THERE’S nothing wrong with some good old football banter.
We can all take a put-down when it’s done in a witty way.
But so often, terrace chants are downright lazy cliches which just aren’t worth the breath.
For those five years in the Football League, Boston United fans travelled up and down the country only to be called inbred carrot crunchers. Yawn.
It’s about as clever as those obvious and dull sheep impressions the poor people from Colwyn Bay must receive every flipping week. Yawn.
Or the Scottish jokes aimed at Corby. Yawn.
But I suppose we can’t expect anything different when football itself is the modern-day metaphor for tribalism.
Long gone (thankfully) are the days when settlements would up tools and charge at their neighbours in a bid to gain superiority, and maybe a bit of fertile farmland. Today, we let our finest athletes represent us and gain bragging rights, both on the local and global scale.
Even at matches without segregation, football fans cluster together, to form an us-and-them stand-off. There may be a bit of name calling and a few cheeky hand gestures, but in this day and age it’s mostly good humoured and without the disgusting street battles of the 70s and 80s.
A bit of tribalism is important. It makes us all feel a part of something. In truth, that’s something we all yearn for.
But in recent weeks, tribalism has taken a very nasty turn.
I am, of course, talking about this whole rotten Luis Suarez-Patrice Evra affair.
We’ve now reached a crossroads where some people’s own morals are compromised, purely because of the club they support. What they would condemn in the street, they refuse to if it’s done by a man in their team’s shirt.
I don’t care whether an outcome was decided at a tribunal or in a court of law. I don’t care which translation of the word ‘negrito’ you have selectively decided to choose as fact. I don’t care what doctored picture of a handshake you emailed to like-minded mates.

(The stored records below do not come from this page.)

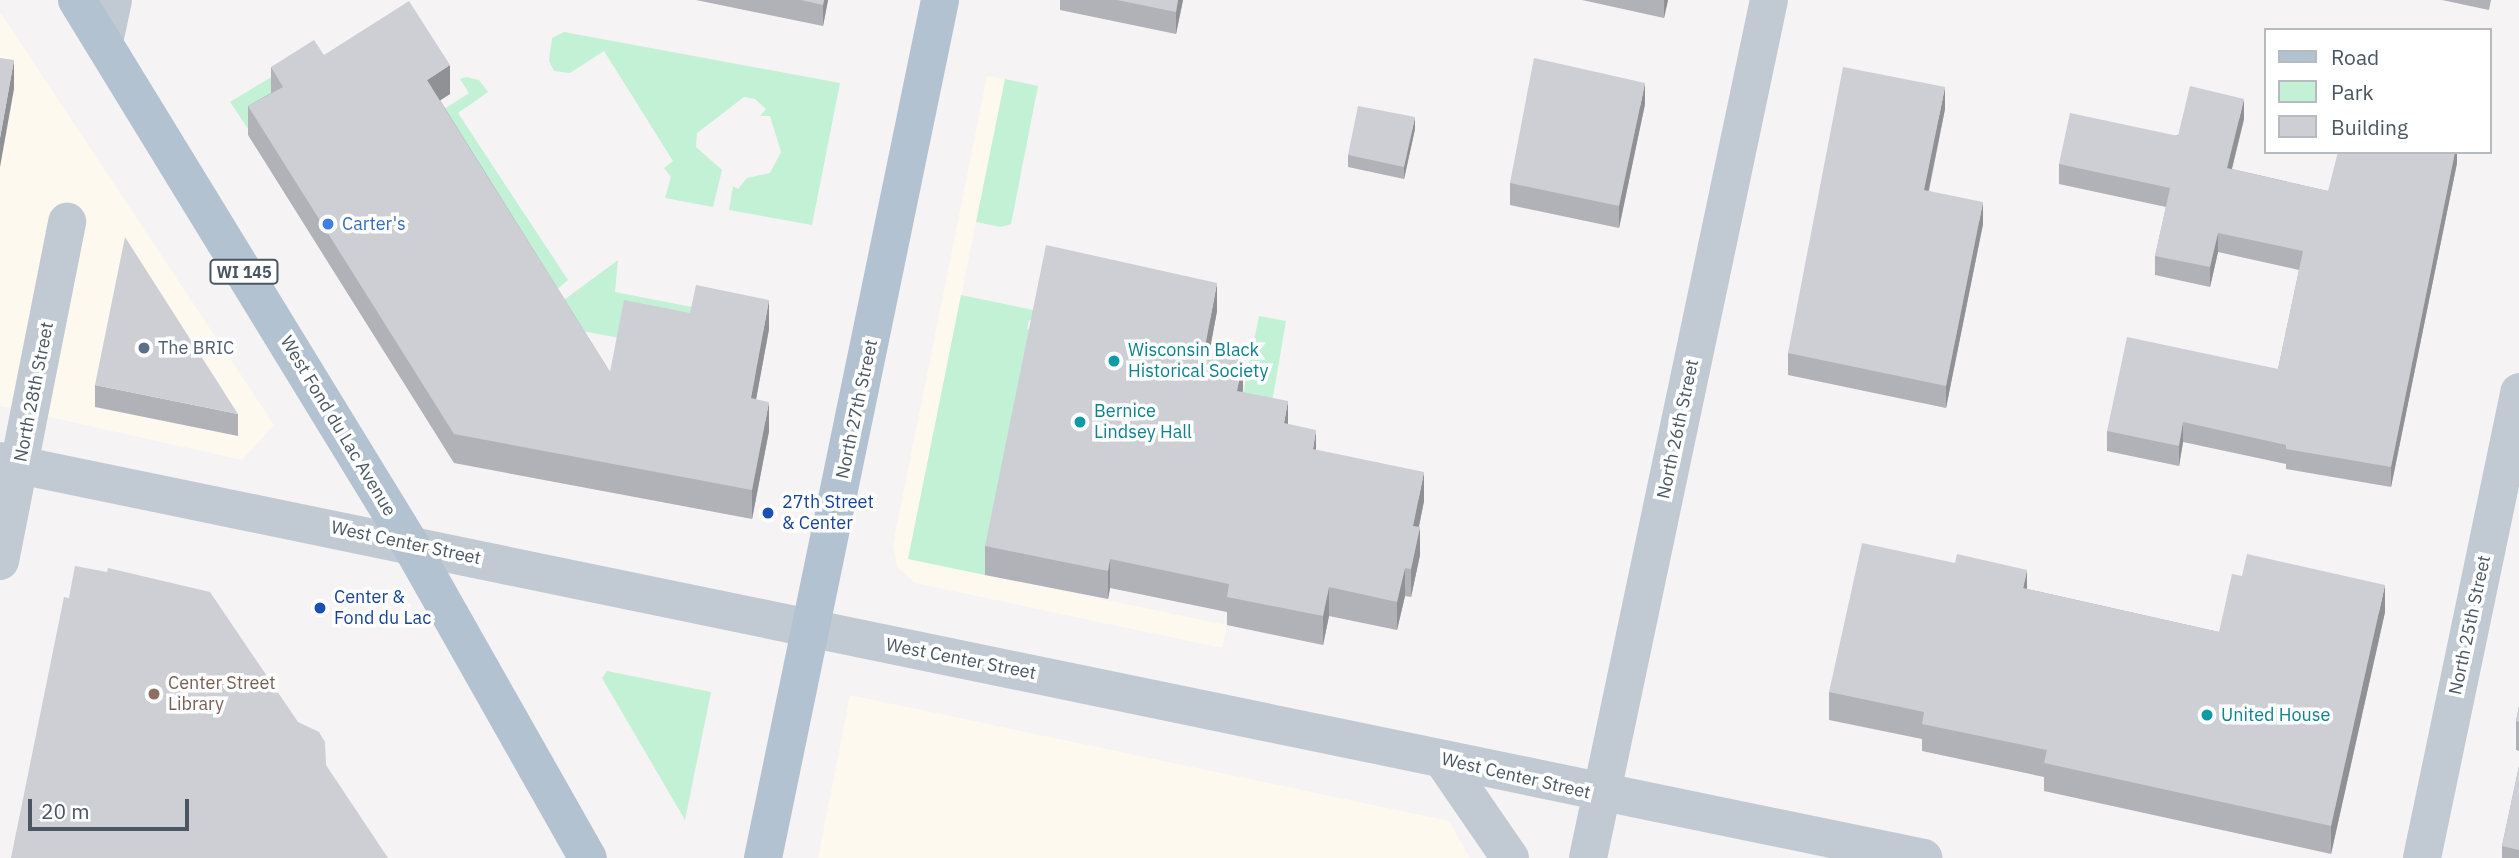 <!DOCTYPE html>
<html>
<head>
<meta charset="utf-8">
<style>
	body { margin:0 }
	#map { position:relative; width:2519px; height:858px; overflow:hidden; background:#f5f3f3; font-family:"IBM Plex Sans",sans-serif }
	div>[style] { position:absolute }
	.commercial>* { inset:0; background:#fdf9ef }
	.green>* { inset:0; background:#c3f1d5 }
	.minor>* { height:38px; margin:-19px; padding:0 19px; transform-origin:19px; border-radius:19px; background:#c1cad2 }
	.major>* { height:38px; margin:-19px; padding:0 19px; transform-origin:19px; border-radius:19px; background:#b3c2d1 }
	.wall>* { inset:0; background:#b0b2b7 }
	.shaded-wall>* { inset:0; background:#909195 }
	.building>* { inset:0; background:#cdcfd5 }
	.dots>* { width:19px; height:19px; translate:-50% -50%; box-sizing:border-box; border:4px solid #fff; border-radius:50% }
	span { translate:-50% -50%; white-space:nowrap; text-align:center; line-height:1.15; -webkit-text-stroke:7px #fff; paint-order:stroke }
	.shield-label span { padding:2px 5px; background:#fff; border:2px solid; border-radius:5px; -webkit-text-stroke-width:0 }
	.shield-label { font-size:16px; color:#4a5661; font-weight:700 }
	.shop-label { font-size:18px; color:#366cbe }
	.left { translate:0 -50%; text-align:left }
	.service-label { font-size:18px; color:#4e5e75 }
	.culture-label { font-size:18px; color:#0d838f }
	.street-label { font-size:18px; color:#4a5661 }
	.transit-label { font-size:18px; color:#164399 }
	.education-label { font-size:18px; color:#785e54 }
	.legend { position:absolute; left:2264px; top:28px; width:228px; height:126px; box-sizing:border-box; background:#fff; border:2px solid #b7bbc0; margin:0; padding:9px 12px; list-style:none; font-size:21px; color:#4a5661 }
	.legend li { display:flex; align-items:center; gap:14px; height:35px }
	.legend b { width:35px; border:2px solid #b7bbc0 }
	.scale { position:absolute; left:28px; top:799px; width:161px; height:32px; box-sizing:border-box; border:4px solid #4a5661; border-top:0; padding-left:9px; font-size:21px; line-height:24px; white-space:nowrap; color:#4a5661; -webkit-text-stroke:5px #fff; paint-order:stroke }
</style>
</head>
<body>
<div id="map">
	<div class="commercial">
		<i style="clip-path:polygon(0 12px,274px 425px,242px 460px,0 406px)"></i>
		<i style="clip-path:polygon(987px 76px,1005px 79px,908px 559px,1227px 625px,1222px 648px,915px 583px,897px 567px,893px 544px)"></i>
		<i style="clip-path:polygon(850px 695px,1449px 821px,1470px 858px,818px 858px)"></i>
	</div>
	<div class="green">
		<i style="clip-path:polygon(564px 32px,840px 83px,812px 225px,729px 210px,733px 186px,738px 189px,747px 178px,770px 173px,781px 152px,770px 116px,760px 116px,766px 109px,755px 99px,744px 97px,697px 133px,696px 147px,722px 170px,713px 207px,665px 198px,671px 177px,664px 168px,673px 161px,604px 51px,570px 73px,554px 71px,549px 61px,552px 38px)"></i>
		<i style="clip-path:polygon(306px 56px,251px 133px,230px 102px)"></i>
		<i style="clip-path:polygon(466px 77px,479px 80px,488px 92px,458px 113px,568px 280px,547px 298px,441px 111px,469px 93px,460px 79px)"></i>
		<i style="clip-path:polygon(1005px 79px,1038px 86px,1011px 224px,1001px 227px,976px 222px)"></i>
		<i style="clip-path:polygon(618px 260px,615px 292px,697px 308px,688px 351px,566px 328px,553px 308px)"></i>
		<i style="clip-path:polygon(961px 295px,1038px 311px,1037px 321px,1029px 320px,1027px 329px,1034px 330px,985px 575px,908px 559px)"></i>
		<i style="clip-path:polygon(1259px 316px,1286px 321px,1268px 426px,1219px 510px)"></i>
		<i style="clip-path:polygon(607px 671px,711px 692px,685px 820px,602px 678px)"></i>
	</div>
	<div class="minor">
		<i style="left:104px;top:42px;width:43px;rotate:-77.9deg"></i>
		<i style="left:0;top:461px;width:1964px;rotate:11.66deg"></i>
		<i style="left:0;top:561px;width:346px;rotate:-78.8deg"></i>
		<i style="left:1442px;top:759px;width:120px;rotate:55.5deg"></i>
		<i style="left:1588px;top:858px;width:877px;rotate:-78.09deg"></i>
		<i style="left:2422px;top:858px;width:476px;rotate:-78.2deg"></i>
	</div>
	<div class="major">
		<i style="left:77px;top:0;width:638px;rotate:58.53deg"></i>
		<i style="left:410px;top:544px;width:361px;rotate:60.5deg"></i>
		<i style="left:763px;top:858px;width:876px;rotate:-78.34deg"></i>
	</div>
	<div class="wall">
		<i style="clip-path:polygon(696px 0,828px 0,823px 26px)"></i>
		<i style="clip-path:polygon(1060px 0,1183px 0,1176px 34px,1060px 10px)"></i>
		<i style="clip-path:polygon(1582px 0,1668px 0,1664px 18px)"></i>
		<i style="clip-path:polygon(2442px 0,2491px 0,2489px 10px)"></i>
		<i style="clip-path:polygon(271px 67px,450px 94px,440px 100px,610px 372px,769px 329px,756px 399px,769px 431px,752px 519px,454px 463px,248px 135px,248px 106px,271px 93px)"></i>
		<i style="clip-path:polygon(1645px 104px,1619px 228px,1510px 205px,1510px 183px)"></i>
		<i style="clip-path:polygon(1945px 109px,1929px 191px,1983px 224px,1946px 408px,1788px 375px,1788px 353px)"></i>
		<i style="clip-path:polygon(2244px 119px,2232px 169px,2328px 191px,2457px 152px,2457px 163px,2391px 487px,2286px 469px,2286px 464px,2183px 442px,2179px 466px,2107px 451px,2107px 431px,2278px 369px,2299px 270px,2218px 252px,2210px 287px,2155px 275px,2155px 256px,2166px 207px,2059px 184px,2059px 164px)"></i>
		<i style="clip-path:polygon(1415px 129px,1404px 179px,1348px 167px,1348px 155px)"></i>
		<i style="clip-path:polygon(1217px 311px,1209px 353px,1243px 388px,1243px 392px,1288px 424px,1316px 450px,1424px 501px,1419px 527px,1420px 555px,1411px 597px,1405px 596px,1397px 630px,1329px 616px,1323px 645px,1227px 625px,1227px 612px,1110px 588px,1108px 599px,985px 575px,985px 546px)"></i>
		<i style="clip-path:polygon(95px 385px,238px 414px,238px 436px,95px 407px)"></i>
		<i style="clip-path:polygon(2027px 589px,2219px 632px,2385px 612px,2331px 854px,2044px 791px,2044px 777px,1922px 751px,1922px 739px,1829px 720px,1829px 692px)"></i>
		<i style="clip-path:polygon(2519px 706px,2519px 751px,2516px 750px,2516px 721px)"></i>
		<i style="clip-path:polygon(2519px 766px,2519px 858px,2502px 858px,2502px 846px)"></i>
	</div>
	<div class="shaded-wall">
		<i style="clip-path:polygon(824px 0,828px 0,823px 26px,823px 5px)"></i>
		<i style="clip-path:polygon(1178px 0,1183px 0,1176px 34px,1176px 12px)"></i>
		<i style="clip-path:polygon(1664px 0,1668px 0,1664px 18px)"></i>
		<i style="clip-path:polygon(14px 60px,14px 89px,0 167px,0 138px)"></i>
		<i style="clip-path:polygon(450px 65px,450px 94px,427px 109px,427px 80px)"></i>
		<i style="clip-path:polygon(1645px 83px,1645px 104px,1619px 228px,1619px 206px)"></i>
		<i style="clip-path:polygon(1945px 87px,1945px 109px,1924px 212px,1924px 190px)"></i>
		<i style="clip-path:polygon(2244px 99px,2244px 119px,2227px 188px,2227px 168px)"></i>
		<i style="clip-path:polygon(1415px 117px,1415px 129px,1404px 179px,1404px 167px)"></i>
		<i style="clip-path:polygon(2455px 152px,2457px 152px,2457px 163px,2391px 487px,2391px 467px)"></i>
		<i style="clip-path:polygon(1983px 202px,1983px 224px,1946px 408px,1946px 386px)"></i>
		<i style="clip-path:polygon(2218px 233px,2218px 252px,2210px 287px,2210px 267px)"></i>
		<i style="clip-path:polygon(1217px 283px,1217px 311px,1204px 381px,1204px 352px)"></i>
		<i style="clip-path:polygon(769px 300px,769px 329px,751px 427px,751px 398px)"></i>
		<i style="clip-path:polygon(1243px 360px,1243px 388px,1237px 420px,1237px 391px)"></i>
		<i style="clip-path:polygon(1288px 401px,1288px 430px,1284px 423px)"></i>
		<i style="clip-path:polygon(769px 402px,769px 431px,752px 519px,752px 490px)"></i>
		<i style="clip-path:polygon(2183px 422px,2183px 442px,2179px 466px,2179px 446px)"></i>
		<i style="clip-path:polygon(1316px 430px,1316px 459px,1313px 449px)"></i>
		<i style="clip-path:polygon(1424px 472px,1424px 501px,1413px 554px,1413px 526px)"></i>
		<i style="clip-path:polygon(1420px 527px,1420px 555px,1411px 597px,1411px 569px)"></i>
		<i style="clip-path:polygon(1110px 559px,1110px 588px,1108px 599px,1108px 571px)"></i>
		<i style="clip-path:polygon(1405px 568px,1405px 596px,1397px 630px,1397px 602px)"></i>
		<i style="clip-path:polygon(2027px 570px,2027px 597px,2023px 588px)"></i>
		<i style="clip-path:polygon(2385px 585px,2385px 612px,2331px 854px,2331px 826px)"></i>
		<i style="clip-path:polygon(1329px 587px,1329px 616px,1323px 645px,1323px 616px)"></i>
	</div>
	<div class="building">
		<i style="clip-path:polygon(801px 0,824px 0,823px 5px)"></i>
		<i style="clip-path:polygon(1117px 0,1178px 0,1176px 12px)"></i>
		<i style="clip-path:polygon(409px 1px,450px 65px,427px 80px,610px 372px,624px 300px,690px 313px,696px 285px,769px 300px,751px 398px,769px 402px,752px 490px,454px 434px,248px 106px,283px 87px,271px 67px,314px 40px,324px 55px)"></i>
		<i style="clip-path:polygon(0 58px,14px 60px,0 138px)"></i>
		<i style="clip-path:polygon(1534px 58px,1645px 83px,1619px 206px,1510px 183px)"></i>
		<i style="clip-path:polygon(1843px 67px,1945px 87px,1924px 190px,1983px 202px,1946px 386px,1788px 353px)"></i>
		<i style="clip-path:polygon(2190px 86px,2244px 99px,2227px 168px,2328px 191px,2338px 152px,2455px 152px,2391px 467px,2286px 449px,2286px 445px,2183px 422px,2179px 446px,2107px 431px,2127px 337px,2278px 369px,2303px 251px,2218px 233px,2210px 267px,2155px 256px,2170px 188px,2059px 164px,2070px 113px,2178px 136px)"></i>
		<i style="clip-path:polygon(1358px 106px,1415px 117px,1404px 167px,1348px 155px)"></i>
		<i style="clip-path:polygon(125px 237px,238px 414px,95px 385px)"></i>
		<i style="clip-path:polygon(1046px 245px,1217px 283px,1204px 352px,1243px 360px,1237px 391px,1288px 401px,1284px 423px,1316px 430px,1313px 449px,1424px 472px,1413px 526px,1420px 527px,1411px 569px,1405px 568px,1397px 602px,1329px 587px,1323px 616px,1227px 597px,1229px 584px,1110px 559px,1108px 571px,985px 546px)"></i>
		<i style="clip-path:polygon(1862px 543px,1955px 563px,1957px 554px,2027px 570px,2023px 588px,2219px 632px,2232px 574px,2242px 576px,2247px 554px,2385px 585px,2331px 826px,2044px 763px,2047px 750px,1922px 724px,1924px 712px,1829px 692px)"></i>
		<i style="clip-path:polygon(75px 566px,107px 572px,108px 568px,210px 592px,298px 722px,319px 732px,325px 742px,326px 765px,388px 858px,11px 858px,64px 597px,69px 598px)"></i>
		<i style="clip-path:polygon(2519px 706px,2519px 722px,2516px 721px)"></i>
		<i style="clip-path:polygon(2519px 766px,2519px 850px,2502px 846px)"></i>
	</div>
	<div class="dots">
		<i style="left:328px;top:224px;background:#3f7fe0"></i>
		<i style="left:144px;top:348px;background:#5c6f8a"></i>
		<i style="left:1114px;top:361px;background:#0f9aa8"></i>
		<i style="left:1080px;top:422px;background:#0f9aa8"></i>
		<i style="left:768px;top:513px;background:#1a4fb4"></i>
		<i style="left:320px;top:608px;background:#1a4fb4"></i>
		<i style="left:154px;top:694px;background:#8d6e63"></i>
		<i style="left:2207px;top:715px;background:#0f9aa8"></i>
	</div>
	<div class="shield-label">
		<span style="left:244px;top:272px">WI 145</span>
	</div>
	<div class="shop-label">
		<span class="left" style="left:342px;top:224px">Carter's</span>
	</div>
	<div class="service-label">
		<span class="left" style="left:158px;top:348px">The BRIC</span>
	</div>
	<div class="culture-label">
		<span class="left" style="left:1128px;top:361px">Wisconsin Black<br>Historical Society</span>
		<span class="left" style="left:1094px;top:422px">Bernice<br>Lindsey Hall</span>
		<span class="left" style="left:2221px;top:715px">United House</span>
	</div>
	<div class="street-label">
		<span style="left:34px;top:392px;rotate:-79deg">North 28th Street</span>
		<span style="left:857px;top:409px;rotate:-78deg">North 27th Street</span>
		<span style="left:338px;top:426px;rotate:59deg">West Fond du Lac Avenue</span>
		<span style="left:1678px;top:429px;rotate:-78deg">North 26th Street</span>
		<span style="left:406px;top:543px;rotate:12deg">West Center Street</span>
		<span style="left:2470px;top:625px;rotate:-78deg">North 25th Street</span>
		<span style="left:961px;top:659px;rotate:11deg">West Center Street</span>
		<span style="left:1516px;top:776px;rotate:13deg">West Center Street</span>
	</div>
	<div class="transit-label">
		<span class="left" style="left:782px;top:513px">27th Street<br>&amp; Center</span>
		<span class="left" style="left:334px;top:608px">Center &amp;<br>Fond du Lac</span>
	</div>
	<div class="education-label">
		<span class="left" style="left:168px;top:694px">Center Street<br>Library</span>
	</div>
	<ul class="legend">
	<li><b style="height:9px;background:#b3c2d1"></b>Road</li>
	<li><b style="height:19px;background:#c3f1d5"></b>Park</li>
	<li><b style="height:19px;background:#cdcfd5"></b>Building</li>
	</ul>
	<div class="scale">20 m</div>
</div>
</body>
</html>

At the end of the day, a man has admitted (and this is all the evidence you need) to using a term which the recipient found offensive.
The same man later publicly apologised for refusing to shake an opponent’s hand. There, in those two sentences, are proof that Luis Suarez is in the wrong.
Please note, I’m not for a second suggesting Patrice Evra has spent his life with a halo around his head, or that he is a model pro you’d wish your children to emulate.
His leading of the French mutiny at the last World Cup was disgraceful. He was also found to have fabricated claims of racial abuse following an altercation at Chelsea.
But does this mean he is deserving of abuse from a man who also has an equally despicable track record – a seven-match ban for biting an opponent when playing in the Netherlands?
On this occasion, Evra was the victim.
This whole issue has created an us-and-them mentality that is far from witty terrace banter.
In the aftermath we’ve seen Liverpool fan sites post photos labelling United boss Sir Alex Ferguson a hypocrite for stating Suarez should be booted out of Liverpool, while standing by a ‘kung-fu’ kicking Eric Cantona and Roy Keane, following his ban for admitting a pre-meditated lunge on Alf-Inge Haaland.
Yes, they may be correct, but these are just attempts to deflect from Suarez’s wrongdoings.
Everything Liverpool fans despise about Ferguson has been evident in Kenny Dalglish’s staunch defence of his striker.
No one has come out of this smelling of roses.
Sadly, it seems, the only winners have been the chancers cashing in by pedalling pro and anti-Suarez T-shirts to the deluded followers.